Il disturbo da alimentazione incontrollata (o Binge Eating Disorder) si caratterizza per la presenza di abbuffate in assenza di comportamenti di compensazione per il controllo del peso. Rispetto a chi soffre di anoressia nervosa o bulimia nervosa, i soggetti con disturbo da alimentazione incontrollata hanno mediamente un peso maggiore, una maggiore frequenza di sovrappeso o obesità, una età di esordio più varia, una maggiore prevalenza anche nelle persone di sesso maschile. Anche chi soffre di disturbo da alimentazione incontrollata prova un senso di vergogna e di insoddisfazione per il proprio corpo, anche se non necessariamente viene perseguito un ideale di magrezza estremo. Chi soffre di binge eating disorder avverte un profondo senso di disagio nel perdere il controllo con il cibo, ma non sempre dà un’importanza eccessiva al peso o alla figura corporea per valutare se stesso. Come le persone con obesità, le persone con disturbo da alimentazione incontrollata possono essere oggetto di discriminazione da parte degli altri a causa della loro condizione fisica.

4) Disturbi alimentari sottosoglia

Questa categoria include: l’anoressia nervosa atipica, in cui non è presente una significativa perdita di peso (il peso dell’individuo rimane nel range di normalità), nonostante vengano soddisfatti tutti gli altri criteri per l’anoressia nervosa; la bulimia nervosa di bassa frequenza e/o limitata durata, in cui le abbuffate e le condotte di compensazione avvengono meno di una volta a settimana e/o per meno di 3 mesi; il disturbo da alimentazione incontrollata di bassa frequenza e/o limitata durata, in cui le abbuffate avvengono in media, meno di una volta a settimana e/o per meno di 3 mesi; il purging disorder (disturbo da condotte di eliminazione), con ricorrenti condotte di eliminazione adottate per influenzare il peso o la forma corporei (per esempio vomito autoindotto, uso improprio di lassativi, diuretici o altri farmaci) in assenza di abbuffate; la night eating syndrome, con ricorrenti episodi di alimentazione notturna che si manifestano con il cibarsi dopo il risveglio dal sonno o con il consumo eccessivo di cibo dopo il pasto serale. Quest’ultimo disturbo non è spiegato da influenze esterne, come cambio nelle abitudini del ciclo sonno-veglia, dell’individuo o da norme sociali locali. L’alimentazione notturna causa uno stress significativo e/o impotenza funzionale.
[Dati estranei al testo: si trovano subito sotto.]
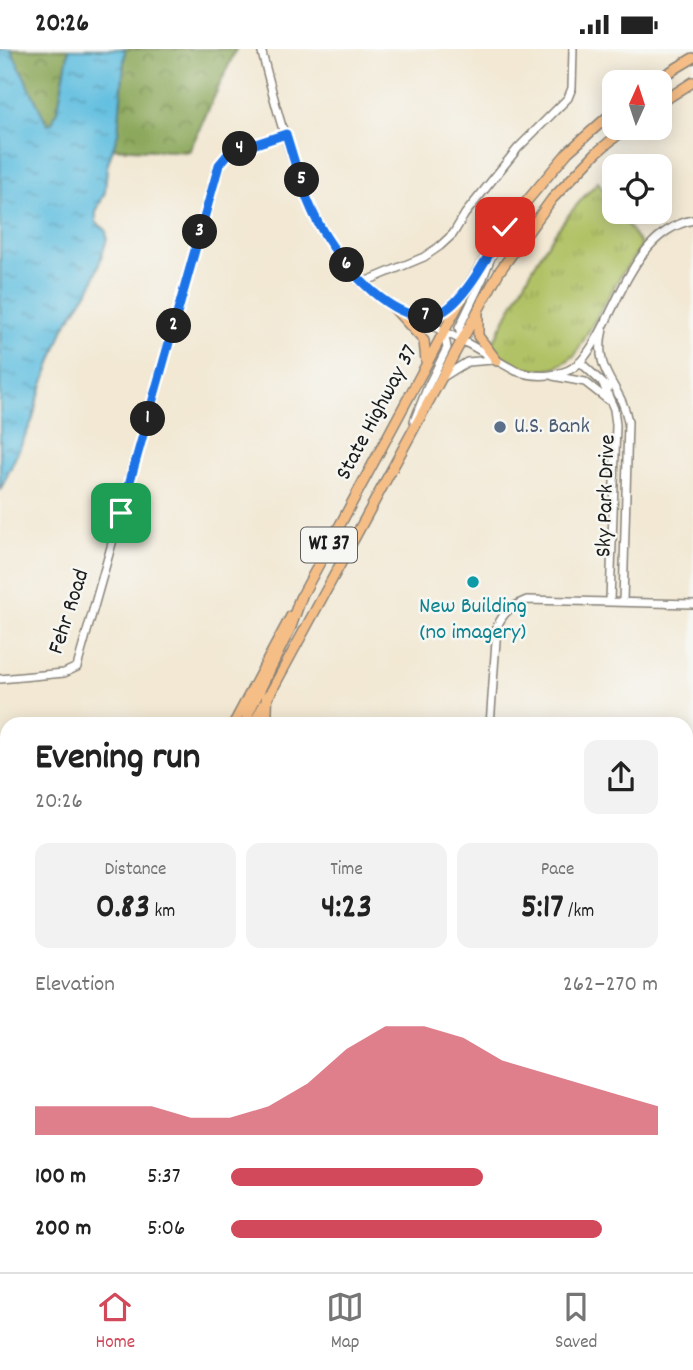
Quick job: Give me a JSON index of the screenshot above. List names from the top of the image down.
{
  "streets": {
    "main road": ["State Highway 37", "WI 37"],
    "street": ["Sky Park Drive", "Fehr Road"]
  },
  "crossings": [
    ["State Highway 37", "Sky Park Drive"],
    ["Sky Park Drive", "Fehr Road"]
  ],
  "places": ["U.S. Bank", "New Building (no imagery)"],
  "north": "top",
  "page": {
    "status": "20:26",
    "pins": [
      "4",
      "5",
      "3",
      "6",
      "7",
      "2",
      "1"
    ],
    "heading": ["Evening run", "20:26"],
    "stats": [
      ["Distance", "0.83 km"],
      ["Time", "4:23"],
      ["Pace", "5:17 /km"]
    ],
    "chart": ["Elevation", "262–270 m"],
    "list": [
      {
        "name": "100 m",
        "note": "5:37"
      },
      {
        "name": "200 m",
        "note": "5:06"
      }
    ],
    "tabs": ["Home", "Map", "Saved"]
  }
}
5) Disturbi della nutrizione (feeding disorders)

I disturbi della nutrizione comprendono: il picacismo, anche denominato allotriofagia o, più semplicemente, pica, caratterizzato dall’ingestione continuata nel tempo di sostanze non nutritive (terra, sabbia, carta, gesso, legno, cotone, etc.); la ruminazione, caratterizzata dal rigurgito (solitamente involontario e in assenza di nausea) di piccole quantità di cibo dallo stomaco (in genere 15-30 minuti dopo il pasto), che viene di nuovo masticato e, nella maggior parte dei casi, nuovamente deglutito; il disturbo da assunzione di cibo evitante/restrittivo, caratterizzato dall’evitare o dal limitare l’assunzione di cibo. Quest’ultimo disturbo, tuttavia, non include la distorsione dell’immagine corporea (come accade nell’anoressia nervosa e nella bulimia nervosa). Chi ne soffre non può mangiare perché perde interesse nei confronti del cibo o perché teme che il mangiare possa portare a conseguenze dannose come soffocamento o vomito.